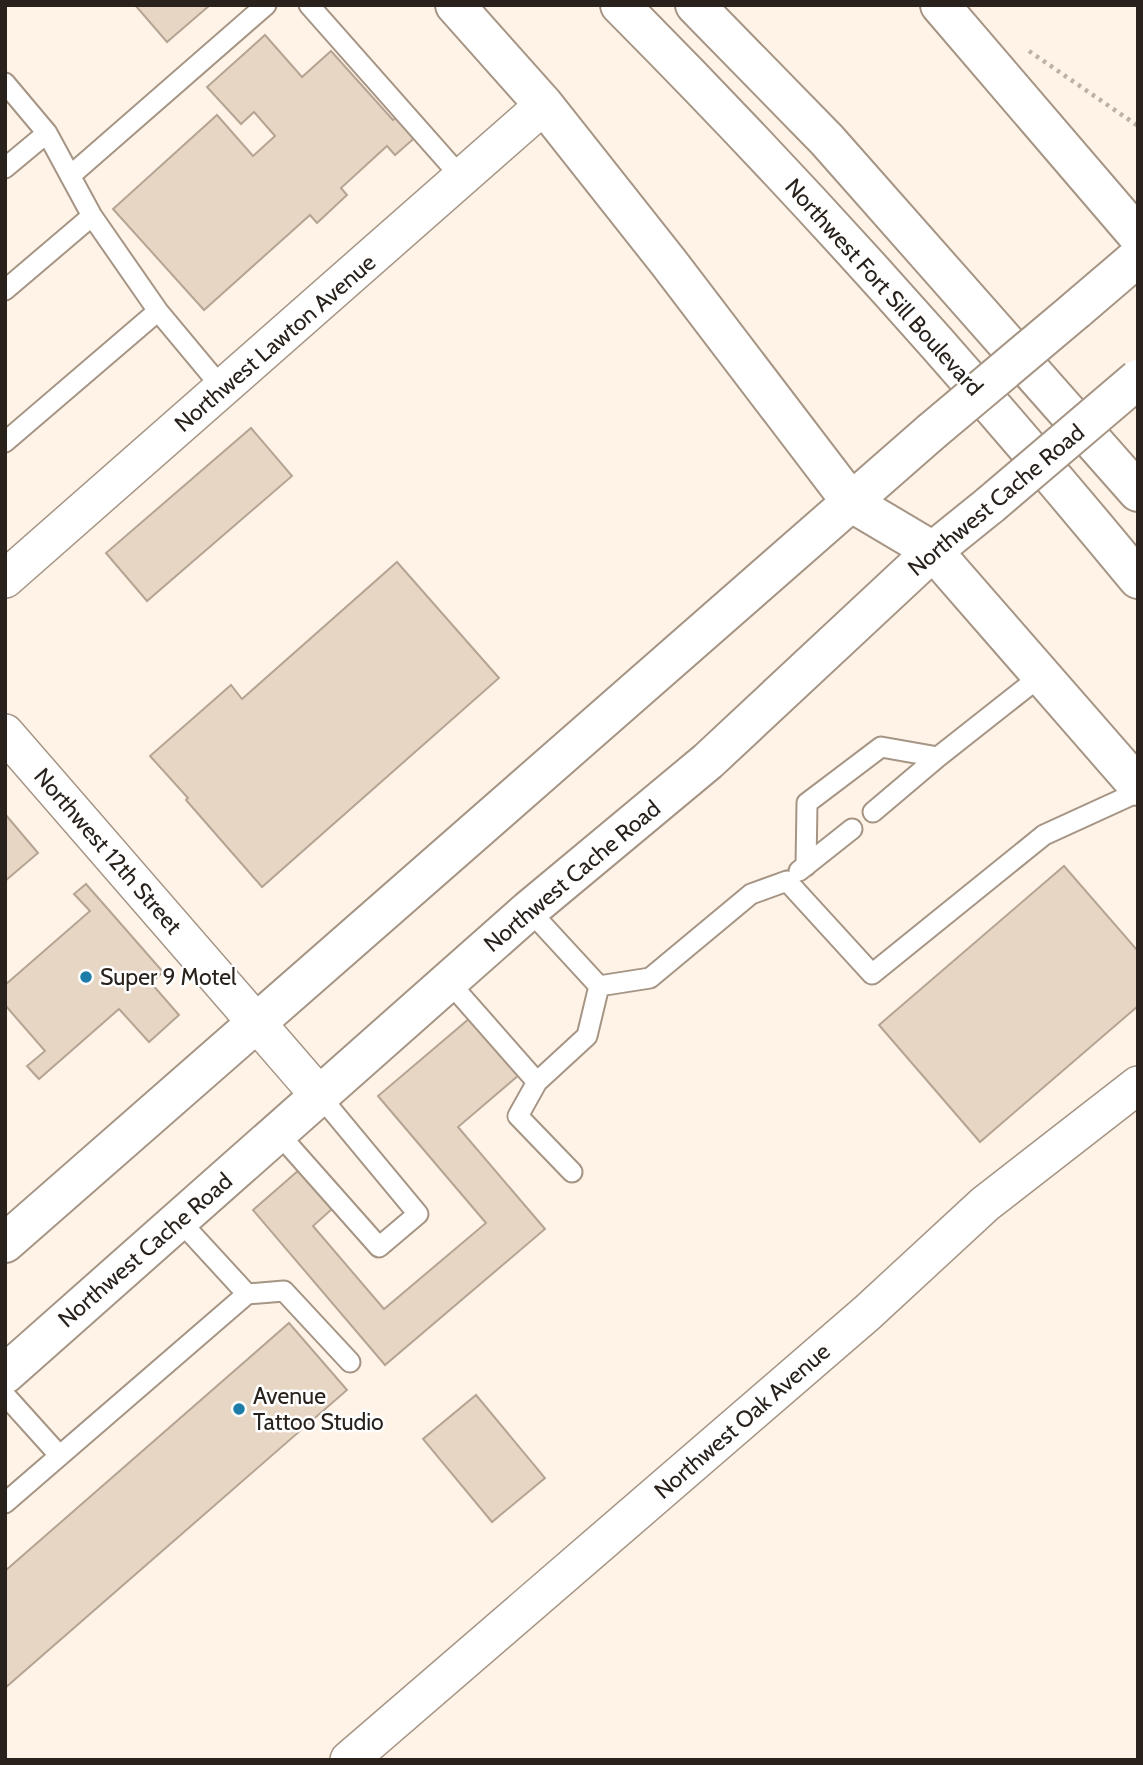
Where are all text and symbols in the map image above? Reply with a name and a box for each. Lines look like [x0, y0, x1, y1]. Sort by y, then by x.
street label: Northwest Fort Sill Boulevard [779, 173, 989, 401]
street label: Northwest Lawton Avenue [169, 248, 381, 438]
street label: Northwest Cache Road [902, 418, 1090, 582]
street label: Northwest 12th Street [28, 762, 188, 940]
street label: Northwest Cache Road [478, 794, 666, 958]
place label: Super 9 Motel [100, 963, 237, 991]
marker: Super 9 Motel [78, 969, 94, 985]
street label: Northwest Cache Road [52, 1167, 238, 1333]
street label: Northwest Oak Avenue [648, 1337, 836, 1505]
place label: Avenue Tattoo Studio [253, 1382, 384, 1436]
marker: Avenue Tattoo Studio [231, 1401, 247, 1417]

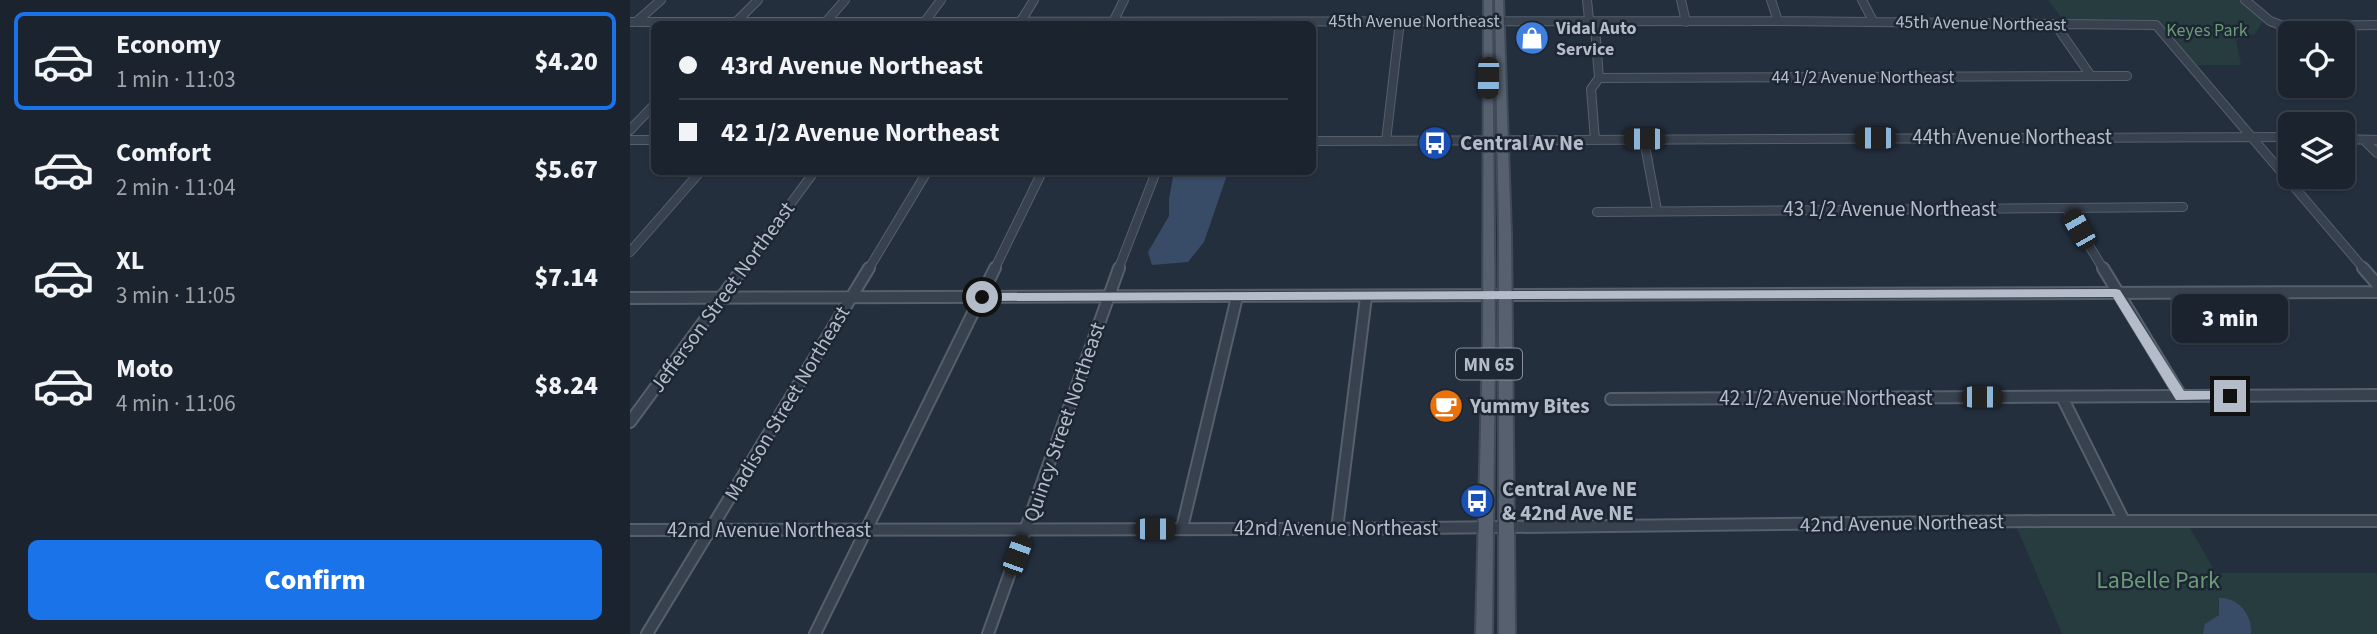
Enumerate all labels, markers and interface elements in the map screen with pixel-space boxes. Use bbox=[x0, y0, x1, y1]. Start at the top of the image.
street label: 45th Avenue Northeast bbox=[1329, 9, 1499, 34]
street label: 45th Avenue Northeast bbox=[1895, 10, 2067, 37]
place label: Vidal Auto Service bbox=[1555, 16, 1637, 62]
park label: Keyes Park bbox=[2166, 18, 2248, 43]
shop icon: Vidal Auto Service bbox=[1513, 19, 1551, 57]
map controls bbox=[2278, 21, 2355, 189]
button: locate bbox=[2278, 21, 2355, 98]
text: Economy bbox=[116, 26, 221, 63]
icon: car bbox=[32, 30, 95, 93]
text: $4.20 bbox=[534, 43, 598, 80]
text: 43rd Avenue Northeast bbox=[721, 47, 983, 84]
car bbox=[1478, 57, 1499, 99]
text: 1 min · 11:03 bbox=[116, 63, 236, 96]
street label: 44 1/2 Avenue Northeast bbox=[1772, 65, 1954, 90]
button: layers bbox=[2278, 112, 2355, 189]
text: 42 1/2 Avenue Northeast bbox=[721, 114, 999, 151]
street label: 44th Avenue Northeast bbox=[1912, 122, 2112, 152]
bus stop icon: Central Av Ne bbox=[1416, 124, 1454, 162]
place label: Central Av Ne bbox=[1460, 128, 1584, 158]
car bbox=[1855, 128, 1897, 149]
car bbox=[1624, 129, 1666, 150]
text: Comfort bbox=[116, 134, 211, 171]
icon: car bbox=[32, 138, 95, 201]
text: $5.67 bbox=[534, 151, 598, 188]
text: 2 min · 11:04 bbox=[116, 171, 236, 204]
street label: 43 1/2 Avenue Northeast bbox=[1783, 194, 1997, 224]
street label: Jefferson Street Northeast bbox=[642, 195, 802, 399]
car bbox=[2060, 206, 2099, 252]
text: XL bbox=[116, 242, 144, 279]
icon: car bbox=[32, 246, 95, 309]
text: $7.14 bbox=[534, 259, 598, 296]
text: 3 min · 11:05 bbox=[116, 279, 236, 312]
route start bbox=[966, 281, 998, 313]
callout: 3 min bbox=[2172, 294, 2288, 344]
street label: Madison Street Northeast bbox=[717, 300, 857, 506]
text: 3 min bbox=[2202, 302, 2258, 335]
street label: Quincy Street Northeast bbox=[1016, 318, 1112, 526]
road number: MN 65 bbox=[1456, 348, 1522, 380]
text: Moto bbox=[116, 350, 173, 387]
icon: car bbox=[32, 354, 95, 417]
text: $8.24 bbox=[534, 367, 598, 404]
route end bbox=[2214, 380, 2246, 412]
street label: 42 1/2 Avenue Northeast bbox=[1719, 383, 1933, 413]
text: 4 min · 11:06 bbox=[116, 387, 236, 420]
cafe icon: Yummy Bites bbox=[1427, 387, 1465, 425]
car bbox=[1962, 387, 2004, 408]
place label: Yummy Bites bbox=[1469, 391, 1590, 421]
place label: Central Ave NE & 42nd Ave NE bbox=[1502, 474, 1637, 528]
bus stop icon: Central Ave NE & 42nd Ave NE bbox=[1458, 482, 1496, 520]
street label: 42nd Avenue Northeast bbox=[1800, 506, 2004, 540]
street label: 42nd Avenue Northeast bbox=[1234, 513, 1438, 543]
street label: 42nd Avenue Northeast bbox=[667, 515, 871, 545]
car bbox=[1135, 519, 1177, 540]
car bbox=[1000, 532, 1035, 578]
button: Confirm bbox=[28, 540, 602, 620]
park label: LaBelle Park bbox=[2096, 563, 2220, 598]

■ Task objective
How many lines in the entries contain the string "image"? Give the number only.

■ Answer to the problem
2